Stacks and queues are similar. They’re both linear collections of items and the difference lies in the order that items are accessed in:

With a queue you remove the item least recently added (first-in, first-out or FIFO); and with a stack you remove the item most recently added (last-in, first-out or LIFO).

Performance-wise, a proper stack implementation is expected to take O(1)time for insert and delete operations.

Stacks have a wide range of uses in algorithms, for example in language parsing and runtime memory management (“call stack”). A short and beautiful algorithm using a stack is depth-first search (DFS) on a tree or graph data structure.

Python ships with several stack implementations that each have slightly different characteristics.
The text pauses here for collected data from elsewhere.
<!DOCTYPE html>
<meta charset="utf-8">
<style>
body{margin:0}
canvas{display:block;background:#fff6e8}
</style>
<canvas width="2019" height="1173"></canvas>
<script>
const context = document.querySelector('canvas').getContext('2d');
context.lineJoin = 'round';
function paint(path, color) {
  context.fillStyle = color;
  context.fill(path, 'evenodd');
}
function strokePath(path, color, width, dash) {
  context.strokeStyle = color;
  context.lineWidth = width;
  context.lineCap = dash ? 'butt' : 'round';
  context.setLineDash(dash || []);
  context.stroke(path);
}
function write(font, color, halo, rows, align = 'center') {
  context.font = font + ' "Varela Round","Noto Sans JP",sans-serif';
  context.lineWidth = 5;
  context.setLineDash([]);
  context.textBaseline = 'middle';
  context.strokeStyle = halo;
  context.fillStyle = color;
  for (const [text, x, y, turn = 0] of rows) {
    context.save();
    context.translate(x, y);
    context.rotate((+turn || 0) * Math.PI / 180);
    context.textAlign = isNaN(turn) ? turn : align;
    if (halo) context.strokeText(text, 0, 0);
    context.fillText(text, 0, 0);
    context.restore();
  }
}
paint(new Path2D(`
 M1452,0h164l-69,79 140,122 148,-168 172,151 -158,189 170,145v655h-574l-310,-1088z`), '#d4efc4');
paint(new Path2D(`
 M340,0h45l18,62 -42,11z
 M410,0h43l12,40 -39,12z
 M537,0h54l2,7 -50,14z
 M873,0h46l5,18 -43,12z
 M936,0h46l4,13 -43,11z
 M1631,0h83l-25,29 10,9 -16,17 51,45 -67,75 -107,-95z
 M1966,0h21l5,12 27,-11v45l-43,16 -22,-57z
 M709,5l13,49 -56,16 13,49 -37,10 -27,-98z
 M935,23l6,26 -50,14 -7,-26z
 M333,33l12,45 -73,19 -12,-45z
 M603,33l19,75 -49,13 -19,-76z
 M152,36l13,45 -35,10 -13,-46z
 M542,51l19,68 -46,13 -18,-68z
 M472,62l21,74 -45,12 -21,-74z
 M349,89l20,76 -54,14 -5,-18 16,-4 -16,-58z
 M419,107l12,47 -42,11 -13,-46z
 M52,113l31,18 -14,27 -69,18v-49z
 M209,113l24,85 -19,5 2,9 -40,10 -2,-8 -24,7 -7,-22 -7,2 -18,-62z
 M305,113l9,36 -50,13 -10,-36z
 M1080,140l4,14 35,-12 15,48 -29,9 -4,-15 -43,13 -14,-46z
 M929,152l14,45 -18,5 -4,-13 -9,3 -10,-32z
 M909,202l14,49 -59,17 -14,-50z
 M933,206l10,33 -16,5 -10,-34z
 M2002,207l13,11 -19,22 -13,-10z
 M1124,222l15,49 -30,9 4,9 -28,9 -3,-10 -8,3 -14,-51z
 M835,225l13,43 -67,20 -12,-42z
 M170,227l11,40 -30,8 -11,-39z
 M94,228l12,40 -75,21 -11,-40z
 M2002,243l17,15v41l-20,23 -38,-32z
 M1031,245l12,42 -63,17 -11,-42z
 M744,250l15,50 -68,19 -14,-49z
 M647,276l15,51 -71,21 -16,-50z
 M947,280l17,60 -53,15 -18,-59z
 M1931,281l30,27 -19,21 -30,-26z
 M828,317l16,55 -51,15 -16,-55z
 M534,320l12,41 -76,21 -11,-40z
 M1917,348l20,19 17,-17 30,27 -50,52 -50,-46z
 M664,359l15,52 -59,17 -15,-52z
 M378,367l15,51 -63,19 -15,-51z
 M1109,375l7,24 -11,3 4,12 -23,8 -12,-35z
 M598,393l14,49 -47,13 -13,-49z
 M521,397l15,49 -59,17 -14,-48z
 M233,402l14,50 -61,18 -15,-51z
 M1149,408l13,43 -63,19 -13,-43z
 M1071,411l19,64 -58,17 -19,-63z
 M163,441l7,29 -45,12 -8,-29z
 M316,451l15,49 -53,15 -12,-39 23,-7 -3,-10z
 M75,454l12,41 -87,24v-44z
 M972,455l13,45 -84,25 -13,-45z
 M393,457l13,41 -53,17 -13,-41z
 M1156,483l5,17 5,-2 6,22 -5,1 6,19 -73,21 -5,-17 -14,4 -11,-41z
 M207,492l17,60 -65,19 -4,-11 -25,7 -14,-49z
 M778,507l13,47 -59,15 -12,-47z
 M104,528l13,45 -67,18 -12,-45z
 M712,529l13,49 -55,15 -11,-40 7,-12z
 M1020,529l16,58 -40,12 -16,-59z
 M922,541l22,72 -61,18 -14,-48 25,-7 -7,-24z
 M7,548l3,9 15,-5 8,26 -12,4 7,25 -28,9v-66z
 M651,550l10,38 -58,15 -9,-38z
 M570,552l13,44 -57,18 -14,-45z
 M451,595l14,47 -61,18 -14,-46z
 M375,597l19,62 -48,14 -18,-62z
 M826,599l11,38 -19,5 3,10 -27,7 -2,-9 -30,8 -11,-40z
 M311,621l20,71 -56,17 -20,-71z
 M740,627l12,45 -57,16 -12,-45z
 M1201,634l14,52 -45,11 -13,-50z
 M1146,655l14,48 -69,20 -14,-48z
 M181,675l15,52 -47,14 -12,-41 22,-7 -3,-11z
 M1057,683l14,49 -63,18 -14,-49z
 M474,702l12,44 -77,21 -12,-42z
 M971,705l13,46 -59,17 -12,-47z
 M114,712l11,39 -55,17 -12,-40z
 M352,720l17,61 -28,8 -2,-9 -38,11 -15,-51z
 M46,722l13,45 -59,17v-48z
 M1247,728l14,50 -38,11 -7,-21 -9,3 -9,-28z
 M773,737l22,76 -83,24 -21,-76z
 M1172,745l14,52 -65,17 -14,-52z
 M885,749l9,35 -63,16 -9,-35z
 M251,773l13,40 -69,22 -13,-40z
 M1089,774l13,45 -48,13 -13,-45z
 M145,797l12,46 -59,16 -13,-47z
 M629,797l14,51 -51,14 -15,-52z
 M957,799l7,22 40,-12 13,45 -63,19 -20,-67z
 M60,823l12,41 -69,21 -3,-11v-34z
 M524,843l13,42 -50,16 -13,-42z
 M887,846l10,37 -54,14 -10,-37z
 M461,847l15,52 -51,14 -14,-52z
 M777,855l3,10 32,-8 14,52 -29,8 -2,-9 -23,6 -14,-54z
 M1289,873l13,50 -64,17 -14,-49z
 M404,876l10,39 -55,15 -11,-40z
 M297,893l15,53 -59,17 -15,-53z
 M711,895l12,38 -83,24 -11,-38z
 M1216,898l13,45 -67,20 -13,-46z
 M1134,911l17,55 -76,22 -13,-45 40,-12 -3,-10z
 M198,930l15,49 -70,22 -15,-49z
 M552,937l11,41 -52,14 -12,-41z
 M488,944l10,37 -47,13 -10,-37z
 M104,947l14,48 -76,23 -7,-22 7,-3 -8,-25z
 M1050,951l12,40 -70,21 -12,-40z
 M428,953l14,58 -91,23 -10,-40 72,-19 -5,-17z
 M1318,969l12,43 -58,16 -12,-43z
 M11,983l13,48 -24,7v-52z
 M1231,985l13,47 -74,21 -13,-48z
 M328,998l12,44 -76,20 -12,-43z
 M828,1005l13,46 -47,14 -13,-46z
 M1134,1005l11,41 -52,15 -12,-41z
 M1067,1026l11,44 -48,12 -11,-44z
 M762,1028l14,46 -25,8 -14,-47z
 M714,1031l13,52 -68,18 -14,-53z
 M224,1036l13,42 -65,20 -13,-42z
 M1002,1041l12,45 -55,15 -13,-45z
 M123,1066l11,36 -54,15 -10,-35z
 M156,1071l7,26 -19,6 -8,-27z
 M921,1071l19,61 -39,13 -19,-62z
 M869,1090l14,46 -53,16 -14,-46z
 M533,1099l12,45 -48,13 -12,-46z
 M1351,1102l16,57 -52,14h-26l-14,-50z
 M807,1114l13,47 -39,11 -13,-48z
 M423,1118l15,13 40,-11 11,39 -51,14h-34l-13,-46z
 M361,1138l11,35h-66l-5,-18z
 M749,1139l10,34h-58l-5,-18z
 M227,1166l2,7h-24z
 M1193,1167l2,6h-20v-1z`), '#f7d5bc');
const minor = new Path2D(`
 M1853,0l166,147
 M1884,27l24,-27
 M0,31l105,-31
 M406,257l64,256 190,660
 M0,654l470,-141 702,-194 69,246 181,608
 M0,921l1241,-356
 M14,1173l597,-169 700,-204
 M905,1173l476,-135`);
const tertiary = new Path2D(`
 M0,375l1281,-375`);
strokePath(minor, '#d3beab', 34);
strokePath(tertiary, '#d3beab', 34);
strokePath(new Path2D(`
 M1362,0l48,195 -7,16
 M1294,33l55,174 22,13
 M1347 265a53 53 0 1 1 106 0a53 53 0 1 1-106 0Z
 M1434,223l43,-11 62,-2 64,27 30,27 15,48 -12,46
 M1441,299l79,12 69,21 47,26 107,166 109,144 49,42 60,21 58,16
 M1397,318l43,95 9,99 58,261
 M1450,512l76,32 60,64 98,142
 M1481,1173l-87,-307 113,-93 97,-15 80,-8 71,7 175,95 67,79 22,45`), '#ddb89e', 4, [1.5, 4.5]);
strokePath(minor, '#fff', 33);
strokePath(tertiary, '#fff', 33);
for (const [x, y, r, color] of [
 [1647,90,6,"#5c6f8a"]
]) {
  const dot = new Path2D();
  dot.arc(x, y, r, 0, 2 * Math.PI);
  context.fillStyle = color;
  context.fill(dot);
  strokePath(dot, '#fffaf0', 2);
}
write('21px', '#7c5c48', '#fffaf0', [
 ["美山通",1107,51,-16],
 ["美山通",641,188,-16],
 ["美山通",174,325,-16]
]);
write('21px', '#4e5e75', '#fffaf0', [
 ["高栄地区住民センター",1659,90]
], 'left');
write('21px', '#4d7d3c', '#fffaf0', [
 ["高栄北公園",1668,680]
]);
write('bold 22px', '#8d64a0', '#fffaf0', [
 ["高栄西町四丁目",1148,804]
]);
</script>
Let’s take a look at them:

Python’s built-in list type makes a decent stack data structure as it supports push and pop operations in amortized O(1) time.
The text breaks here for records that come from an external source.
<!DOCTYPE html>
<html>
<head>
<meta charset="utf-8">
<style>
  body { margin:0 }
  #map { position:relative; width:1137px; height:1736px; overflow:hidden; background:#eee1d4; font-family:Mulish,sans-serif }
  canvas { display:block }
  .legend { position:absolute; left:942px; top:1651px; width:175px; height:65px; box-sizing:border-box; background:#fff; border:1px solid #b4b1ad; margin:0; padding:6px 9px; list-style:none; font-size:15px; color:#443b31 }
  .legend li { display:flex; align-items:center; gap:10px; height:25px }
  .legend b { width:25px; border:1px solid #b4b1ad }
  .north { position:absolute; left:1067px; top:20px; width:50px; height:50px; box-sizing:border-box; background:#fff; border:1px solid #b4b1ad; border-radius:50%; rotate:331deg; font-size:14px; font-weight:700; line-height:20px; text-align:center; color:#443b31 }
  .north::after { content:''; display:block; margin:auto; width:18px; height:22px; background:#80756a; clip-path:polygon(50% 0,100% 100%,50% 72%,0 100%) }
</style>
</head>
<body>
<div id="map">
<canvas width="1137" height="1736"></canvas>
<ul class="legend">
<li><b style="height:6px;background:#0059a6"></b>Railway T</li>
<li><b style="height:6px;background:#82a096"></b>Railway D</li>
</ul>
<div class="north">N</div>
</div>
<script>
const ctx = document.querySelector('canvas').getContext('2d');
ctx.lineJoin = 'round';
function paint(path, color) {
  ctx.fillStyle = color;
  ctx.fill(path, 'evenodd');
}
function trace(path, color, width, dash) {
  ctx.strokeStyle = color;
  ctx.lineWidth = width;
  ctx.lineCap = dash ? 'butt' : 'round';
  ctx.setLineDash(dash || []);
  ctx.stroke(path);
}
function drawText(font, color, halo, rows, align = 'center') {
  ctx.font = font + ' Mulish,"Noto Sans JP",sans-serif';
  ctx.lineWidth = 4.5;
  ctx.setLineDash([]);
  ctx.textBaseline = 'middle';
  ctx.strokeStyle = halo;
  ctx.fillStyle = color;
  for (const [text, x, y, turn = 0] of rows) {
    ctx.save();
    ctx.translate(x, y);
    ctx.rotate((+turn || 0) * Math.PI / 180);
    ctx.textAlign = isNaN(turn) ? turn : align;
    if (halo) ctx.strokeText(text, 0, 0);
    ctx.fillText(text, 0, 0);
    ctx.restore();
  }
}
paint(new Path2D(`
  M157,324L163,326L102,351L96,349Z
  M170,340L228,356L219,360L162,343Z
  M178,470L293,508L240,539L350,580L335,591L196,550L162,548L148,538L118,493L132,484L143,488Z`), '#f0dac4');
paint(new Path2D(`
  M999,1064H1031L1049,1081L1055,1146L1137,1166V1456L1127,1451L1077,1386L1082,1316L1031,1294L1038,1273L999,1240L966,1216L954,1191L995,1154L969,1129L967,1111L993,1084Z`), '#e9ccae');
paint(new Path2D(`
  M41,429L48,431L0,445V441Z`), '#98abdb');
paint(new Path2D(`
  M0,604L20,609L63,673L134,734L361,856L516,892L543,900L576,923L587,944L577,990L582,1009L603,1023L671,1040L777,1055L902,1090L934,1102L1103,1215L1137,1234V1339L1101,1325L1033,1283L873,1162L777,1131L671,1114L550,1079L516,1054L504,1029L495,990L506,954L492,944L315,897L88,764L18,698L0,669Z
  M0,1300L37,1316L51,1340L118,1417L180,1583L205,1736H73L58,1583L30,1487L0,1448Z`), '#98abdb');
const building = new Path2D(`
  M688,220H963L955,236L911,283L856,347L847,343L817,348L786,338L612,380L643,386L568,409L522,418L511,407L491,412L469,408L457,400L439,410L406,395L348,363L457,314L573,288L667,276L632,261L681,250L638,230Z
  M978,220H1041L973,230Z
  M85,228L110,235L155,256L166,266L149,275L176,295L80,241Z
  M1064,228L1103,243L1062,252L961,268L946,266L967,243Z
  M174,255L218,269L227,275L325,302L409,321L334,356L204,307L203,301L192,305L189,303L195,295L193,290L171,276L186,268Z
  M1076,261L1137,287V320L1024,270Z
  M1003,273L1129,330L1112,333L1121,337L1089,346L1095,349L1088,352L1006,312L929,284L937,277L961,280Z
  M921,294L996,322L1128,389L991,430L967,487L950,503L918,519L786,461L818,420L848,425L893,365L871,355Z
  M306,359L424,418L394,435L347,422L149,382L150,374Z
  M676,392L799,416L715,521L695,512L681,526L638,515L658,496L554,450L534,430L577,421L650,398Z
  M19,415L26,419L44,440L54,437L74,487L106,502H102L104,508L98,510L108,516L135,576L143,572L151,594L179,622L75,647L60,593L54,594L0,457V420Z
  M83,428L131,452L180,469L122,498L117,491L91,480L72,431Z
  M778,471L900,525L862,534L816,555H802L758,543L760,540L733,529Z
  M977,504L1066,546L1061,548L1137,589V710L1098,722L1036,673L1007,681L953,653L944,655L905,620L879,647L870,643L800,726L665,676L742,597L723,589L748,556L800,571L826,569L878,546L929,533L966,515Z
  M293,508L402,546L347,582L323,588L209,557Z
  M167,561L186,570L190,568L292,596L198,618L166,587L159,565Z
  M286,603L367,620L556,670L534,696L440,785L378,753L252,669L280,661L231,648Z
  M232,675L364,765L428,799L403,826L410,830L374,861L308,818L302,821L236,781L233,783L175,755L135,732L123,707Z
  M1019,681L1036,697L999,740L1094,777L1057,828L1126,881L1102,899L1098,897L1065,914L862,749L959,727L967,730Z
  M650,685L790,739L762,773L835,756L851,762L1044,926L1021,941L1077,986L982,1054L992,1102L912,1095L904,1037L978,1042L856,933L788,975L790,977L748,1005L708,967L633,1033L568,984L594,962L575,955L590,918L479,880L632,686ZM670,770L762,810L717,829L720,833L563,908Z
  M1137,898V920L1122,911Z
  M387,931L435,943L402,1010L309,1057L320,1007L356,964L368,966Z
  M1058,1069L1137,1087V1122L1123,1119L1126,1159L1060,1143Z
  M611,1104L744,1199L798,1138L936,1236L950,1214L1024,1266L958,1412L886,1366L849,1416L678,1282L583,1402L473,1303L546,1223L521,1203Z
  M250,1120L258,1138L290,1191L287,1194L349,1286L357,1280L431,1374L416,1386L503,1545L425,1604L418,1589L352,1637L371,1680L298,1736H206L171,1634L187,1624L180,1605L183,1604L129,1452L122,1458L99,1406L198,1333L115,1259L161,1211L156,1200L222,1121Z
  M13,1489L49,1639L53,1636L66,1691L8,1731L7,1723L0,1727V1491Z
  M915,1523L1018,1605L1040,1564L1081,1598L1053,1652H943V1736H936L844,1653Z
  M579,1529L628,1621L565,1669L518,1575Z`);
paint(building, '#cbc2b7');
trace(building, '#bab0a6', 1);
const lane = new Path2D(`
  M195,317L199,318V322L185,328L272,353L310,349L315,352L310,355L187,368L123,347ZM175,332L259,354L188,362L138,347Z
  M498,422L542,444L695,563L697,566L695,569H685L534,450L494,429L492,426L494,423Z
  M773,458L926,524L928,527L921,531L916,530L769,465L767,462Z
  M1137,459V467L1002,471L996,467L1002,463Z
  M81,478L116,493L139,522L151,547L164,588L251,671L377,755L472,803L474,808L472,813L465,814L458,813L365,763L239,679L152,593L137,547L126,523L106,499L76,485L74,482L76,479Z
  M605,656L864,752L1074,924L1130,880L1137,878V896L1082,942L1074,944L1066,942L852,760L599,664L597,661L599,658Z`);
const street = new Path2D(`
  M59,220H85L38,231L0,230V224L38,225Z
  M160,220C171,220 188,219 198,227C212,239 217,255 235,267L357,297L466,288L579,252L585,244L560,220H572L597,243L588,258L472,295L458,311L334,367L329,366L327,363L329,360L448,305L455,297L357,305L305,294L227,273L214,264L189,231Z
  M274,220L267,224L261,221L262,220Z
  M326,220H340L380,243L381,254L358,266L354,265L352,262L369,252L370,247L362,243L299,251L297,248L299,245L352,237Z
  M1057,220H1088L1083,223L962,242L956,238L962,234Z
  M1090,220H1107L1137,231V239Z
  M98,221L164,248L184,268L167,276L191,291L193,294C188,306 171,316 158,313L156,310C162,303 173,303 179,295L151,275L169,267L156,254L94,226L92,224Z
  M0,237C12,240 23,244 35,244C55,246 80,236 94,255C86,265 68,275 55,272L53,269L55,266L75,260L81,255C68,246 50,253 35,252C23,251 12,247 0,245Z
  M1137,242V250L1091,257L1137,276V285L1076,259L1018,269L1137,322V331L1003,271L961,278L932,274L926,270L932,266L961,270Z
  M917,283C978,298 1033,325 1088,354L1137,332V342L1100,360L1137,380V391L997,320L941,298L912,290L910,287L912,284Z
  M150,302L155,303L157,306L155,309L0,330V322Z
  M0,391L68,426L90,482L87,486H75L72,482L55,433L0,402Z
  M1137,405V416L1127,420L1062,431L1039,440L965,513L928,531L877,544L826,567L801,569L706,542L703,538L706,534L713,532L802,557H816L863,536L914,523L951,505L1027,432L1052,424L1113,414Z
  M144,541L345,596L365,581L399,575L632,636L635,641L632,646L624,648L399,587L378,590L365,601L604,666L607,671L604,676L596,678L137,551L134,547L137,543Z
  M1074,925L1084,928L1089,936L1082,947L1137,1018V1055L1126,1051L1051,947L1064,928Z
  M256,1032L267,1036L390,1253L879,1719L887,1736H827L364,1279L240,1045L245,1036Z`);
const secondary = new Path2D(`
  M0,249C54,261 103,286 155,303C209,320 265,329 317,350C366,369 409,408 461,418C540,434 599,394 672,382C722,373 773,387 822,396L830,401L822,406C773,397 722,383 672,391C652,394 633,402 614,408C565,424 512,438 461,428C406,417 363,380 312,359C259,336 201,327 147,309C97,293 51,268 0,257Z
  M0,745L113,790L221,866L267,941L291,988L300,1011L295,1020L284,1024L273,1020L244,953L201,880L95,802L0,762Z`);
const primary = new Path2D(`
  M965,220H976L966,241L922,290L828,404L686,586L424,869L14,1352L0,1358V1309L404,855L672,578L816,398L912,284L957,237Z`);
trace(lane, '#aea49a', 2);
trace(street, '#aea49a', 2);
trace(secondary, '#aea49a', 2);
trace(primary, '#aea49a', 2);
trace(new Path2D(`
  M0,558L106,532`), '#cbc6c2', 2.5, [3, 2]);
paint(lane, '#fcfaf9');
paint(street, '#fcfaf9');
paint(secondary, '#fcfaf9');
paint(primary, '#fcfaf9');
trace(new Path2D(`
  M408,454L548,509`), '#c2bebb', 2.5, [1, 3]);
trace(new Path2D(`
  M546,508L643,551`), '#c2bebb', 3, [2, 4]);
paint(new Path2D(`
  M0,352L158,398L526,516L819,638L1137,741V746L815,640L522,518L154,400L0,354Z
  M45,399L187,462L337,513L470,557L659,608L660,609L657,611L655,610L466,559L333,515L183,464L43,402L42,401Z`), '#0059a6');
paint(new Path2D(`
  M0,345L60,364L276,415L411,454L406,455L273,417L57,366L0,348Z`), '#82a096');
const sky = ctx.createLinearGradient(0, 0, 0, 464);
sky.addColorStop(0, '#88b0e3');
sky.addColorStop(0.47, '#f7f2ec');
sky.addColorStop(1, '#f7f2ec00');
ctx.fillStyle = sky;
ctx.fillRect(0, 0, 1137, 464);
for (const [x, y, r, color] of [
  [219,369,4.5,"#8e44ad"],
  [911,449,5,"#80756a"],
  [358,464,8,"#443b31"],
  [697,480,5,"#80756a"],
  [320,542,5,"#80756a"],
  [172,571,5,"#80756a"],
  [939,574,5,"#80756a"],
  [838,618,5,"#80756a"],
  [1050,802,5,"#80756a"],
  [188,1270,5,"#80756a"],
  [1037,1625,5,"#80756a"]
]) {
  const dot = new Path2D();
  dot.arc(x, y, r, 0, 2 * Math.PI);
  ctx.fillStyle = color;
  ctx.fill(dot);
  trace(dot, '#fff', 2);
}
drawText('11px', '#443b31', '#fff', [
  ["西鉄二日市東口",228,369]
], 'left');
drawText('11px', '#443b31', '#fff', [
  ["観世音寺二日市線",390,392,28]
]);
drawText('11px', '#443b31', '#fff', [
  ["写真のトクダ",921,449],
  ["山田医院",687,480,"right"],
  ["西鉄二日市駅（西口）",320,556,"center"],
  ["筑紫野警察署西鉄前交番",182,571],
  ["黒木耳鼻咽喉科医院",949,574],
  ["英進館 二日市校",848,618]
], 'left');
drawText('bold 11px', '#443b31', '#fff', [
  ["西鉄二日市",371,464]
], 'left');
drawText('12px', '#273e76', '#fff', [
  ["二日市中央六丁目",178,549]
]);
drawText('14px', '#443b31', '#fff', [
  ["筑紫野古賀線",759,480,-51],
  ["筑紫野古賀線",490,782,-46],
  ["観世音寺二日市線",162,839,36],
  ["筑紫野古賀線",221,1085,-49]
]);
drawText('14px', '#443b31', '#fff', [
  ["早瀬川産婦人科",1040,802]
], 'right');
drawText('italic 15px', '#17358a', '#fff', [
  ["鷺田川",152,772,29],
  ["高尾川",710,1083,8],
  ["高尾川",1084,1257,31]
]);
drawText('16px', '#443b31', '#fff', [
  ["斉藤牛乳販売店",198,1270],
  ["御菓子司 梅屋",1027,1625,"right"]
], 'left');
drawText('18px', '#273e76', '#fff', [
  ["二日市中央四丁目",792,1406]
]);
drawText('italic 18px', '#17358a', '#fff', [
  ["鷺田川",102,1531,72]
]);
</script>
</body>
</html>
Python’s lists are implemented as dynamic arrays internally which means they occasional need to resize the storage space for elements stored in them when elements are added or removed. The list over-allocates its backing storage so that not every push or pop requires resizing and you get an amortized O(1) time complexity for these operations.

The downside is that this makes their performance less consistent than the stable O(1) inserts and deletes provided by a linked list based implementation (like collections.deque, see below). On the other hand lists do provide fast O(1) time random access to elements on the stack which can be an added benefit.

Here’s an important performance caveat when using lists as stacks:

To get the amortized O(1) performance for inserts and deletes new items must be added to the end of the list with the append() method and removed again from the end using pop(). Stacks based on Python lists grow to the right and shrink to the left.

Adding and removing from the front is much slower and takes O(n) time, as the existing elements must be shifted around to make room for the new element.